### [Instructions to follow]
Everything from the line containing "display:block; font-size:28px; line-height:34px" through the line containing "font-size:24px; font-weight:700; line-height:30px" should be repeated exactly, and nothing else from the data.

▬▬▬▬▬▬▬▬▬▬

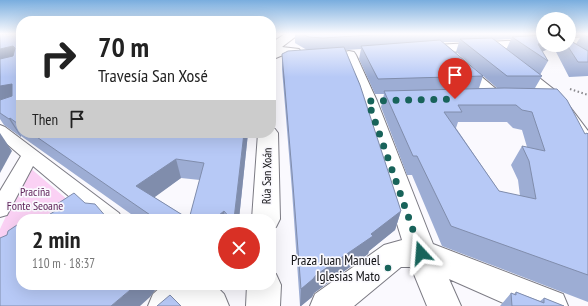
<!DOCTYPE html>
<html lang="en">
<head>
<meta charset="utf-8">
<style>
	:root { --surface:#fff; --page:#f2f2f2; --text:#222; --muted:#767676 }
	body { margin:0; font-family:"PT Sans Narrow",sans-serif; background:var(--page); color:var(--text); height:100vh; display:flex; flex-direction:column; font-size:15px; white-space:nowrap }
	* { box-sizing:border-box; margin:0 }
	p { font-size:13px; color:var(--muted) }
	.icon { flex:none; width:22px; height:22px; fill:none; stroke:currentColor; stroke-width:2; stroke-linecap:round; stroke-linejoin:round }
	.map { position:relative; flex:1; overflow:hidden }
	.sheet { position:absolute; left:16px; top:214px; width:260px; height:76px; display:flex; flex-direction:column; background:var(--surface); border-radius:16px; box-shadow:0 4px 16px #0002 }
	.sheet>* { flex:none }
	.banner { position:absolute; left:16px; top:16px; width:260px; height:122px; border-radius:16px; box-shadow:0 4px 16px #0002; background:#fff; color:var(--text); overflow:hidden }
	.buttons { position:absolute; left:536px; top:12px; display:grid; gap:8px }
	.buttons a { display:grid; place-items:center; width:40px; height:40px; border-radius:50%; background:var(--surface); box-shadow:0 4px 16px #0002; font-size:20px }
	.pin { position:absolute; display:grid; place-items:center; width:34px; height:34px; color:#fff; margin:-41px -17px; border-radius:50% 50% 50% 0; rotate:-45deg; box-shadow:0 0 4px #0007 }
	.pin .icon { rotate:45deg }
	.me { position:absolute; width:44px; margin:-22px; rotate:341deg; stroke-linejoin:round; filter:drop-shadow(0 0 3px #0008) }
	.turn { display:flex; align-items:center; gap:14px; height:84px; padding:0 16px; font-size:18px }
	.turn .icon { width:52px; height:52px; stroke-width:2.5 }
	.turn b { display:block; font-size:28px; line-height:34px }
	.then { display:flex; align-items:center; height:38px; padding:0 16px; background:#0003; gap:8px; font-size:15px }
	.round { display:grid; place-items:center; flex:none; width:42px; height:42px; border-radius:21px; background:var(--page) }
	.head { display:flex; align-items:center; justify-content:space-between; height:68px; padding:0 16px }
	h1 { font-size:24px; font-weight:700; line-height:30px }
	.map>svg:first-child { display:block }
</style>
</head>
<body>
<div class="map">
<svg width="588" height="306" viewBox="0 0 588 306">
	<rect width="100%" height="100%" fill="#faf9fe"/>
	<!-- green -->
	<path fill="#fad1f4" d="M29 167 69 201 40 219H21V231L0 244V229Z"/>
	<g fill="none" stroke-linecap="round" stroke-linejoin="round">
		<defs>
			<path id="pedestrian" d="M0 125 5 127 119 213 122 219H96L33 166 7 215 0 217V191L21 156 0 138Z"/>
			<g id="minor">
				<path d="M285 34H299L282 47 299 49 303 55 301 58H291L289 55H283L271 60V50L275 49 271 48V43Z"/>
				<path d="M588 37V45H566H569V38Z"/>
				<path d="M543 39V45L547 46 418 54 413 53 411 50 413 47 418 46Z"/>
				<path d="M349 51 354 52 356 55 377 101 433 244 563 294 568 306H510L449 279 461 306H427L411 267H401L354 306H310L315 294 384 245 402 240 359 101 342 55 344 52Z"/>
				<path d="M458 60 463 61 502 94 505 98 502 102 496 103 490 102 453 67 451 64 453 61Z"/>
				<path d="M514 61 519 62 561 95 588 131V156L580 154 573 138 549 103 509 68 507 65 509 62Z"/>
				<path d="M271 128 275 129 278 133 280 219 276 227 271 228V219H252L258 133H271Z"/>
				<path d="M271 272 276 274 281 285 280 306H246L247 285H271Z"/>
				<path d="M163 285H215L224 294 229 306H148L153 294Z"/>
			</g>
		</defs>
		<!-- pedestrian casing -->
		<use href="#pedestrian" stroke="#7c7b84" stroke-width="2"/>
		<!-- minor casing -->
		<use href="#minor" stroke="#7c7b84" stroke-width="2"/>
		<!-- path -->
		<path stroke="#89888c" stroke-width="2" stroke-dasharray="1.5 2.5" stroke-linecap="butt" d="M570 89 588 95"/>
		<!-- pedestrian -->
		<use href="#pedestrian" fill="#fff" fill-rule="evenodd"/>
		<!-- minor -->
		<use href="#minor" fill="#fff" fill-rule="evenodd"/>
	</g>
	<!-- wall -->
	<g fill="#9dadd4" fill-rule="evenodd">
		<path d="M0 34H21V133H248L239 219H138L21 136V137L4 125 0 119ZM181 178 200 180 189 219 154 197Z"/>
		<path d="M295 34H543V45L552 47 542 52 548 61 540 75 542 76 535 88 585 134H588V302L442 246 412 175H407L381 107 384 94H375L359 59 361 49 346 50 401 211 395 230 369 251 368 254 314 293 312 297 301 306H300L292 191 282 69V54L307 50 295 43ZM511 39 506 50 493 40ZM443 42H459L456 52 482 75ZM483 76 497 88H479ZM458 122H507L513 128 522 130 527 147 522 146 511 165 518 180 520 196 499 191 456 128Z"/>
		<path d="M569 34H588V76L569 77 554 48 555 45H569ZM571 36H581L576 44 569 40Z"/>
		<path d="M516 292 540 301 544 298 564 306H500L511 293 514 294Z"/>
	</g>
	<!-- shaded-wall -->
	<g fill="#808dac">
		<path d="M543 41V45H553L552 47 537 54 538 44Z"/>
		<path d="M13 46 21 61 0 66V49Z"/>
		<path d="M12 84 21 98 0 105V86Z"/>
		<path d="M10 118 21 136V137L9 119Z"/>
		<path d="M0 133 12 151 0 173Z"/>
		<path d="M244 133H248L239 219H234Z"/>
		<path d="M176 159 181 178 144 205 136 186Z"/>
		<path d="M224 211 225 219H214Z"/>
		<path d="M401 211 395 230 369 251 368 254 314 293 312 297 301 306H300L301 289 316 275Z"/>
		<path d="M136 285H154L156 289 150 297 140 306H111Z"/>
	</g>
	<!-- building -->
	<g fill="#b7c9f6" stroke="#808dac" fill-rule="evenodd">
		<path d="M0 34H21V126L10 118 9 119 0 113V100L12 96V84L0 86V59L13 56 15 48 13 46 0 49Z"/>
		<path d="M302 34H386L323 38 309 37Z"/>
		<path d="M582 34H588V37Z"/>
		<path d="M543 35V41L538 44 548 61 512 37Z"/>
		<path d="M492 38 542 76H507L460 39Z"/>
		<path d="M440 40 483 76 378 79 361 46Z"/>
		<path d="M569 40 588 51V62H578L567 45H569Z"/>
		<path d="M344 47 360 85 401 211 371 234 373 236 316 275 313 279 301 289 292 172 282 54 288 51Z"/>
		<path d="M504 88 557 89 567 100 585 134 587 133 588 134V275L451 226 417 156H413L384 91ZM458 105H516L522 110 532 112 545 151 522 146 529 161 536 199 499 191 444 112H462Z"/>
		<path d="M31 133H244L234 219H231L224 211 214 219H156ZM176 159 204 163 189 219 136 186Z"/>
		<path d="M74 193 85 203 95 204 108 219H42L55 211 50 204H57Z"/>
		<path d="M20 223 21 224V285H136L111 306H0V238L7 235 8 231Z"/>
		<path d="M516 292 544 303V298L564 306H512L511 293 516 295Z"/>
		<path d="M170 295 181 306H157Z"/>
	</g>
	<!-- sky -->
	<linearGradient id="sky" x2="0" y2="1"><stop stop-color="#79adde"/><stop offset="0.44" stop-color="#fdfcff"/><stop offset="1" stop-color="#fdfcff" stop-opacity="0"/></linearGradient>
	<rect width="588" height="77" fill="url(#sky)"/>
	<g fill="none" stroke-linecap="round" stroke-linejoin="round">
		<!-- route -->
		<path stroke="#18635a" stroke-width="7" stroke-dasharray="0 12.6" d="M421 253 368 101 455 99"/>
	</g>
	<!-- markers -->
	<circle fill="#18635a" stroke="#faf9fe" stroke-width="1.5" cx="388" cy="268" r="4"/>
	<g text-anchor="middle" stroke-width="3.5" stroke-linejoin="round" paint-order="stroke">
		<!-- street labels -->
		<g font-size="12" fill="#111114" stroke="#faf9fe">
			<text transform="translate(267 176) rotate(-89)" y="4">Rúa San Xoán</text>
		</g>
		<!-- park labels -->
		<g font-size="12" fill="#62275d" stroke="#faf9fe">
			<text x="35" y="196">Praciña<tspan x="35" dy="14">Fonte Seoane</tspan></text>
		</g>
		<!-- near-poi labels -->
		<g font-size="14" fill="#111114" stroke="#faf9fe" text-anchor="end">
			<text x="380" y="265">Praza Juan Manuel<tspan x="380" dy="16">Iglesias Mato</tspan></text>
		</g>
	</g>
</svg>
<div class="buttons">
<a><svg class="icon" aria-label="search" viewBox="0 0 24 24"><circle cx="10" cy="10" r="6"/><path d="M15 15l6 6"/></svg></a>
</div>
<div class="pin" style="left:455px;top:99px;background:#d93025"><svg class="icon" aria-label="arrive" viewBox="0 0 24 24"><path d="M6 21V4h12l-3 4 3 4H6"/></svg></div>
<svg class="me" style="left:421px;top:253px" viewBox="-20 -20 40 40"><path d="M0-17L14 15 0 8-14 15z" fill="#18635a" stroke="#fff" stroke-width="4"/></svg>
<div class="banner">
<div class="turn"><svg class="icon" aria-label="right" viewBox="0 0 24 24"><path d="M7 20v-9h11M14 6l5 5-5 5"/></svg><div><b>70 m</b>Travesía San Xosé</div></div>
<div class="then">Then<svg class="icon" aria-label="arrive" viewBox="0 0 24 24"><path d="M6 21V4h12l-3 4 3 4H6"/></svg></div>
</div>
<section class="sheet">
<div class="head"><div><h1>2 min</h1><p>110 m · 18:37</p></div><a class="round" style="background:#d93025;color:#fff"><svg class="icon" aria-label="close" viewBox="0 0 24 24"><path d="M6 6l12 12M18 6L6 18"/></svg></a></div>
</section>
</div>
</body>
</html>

▬▬▬▬▬▬▬▬▬▬

### [Task solution]
	.turn b { display:block; font-size:28px; line-height:34px }
	.then { display:flex; align-items:center; height:38px; padding:0 16px; background:#0003; gap:8px; font-size:15px }
	.round { display:grid; place-items:center; flex:none; width:42px; height:42px; border-radius:21px; background:var(--page) }
	.head { display:flex; align-items:center; justify-content:space-between; height:68px; padding:0 16px }
	h1 { font-size:24px; font-weight:700; line-height:30px }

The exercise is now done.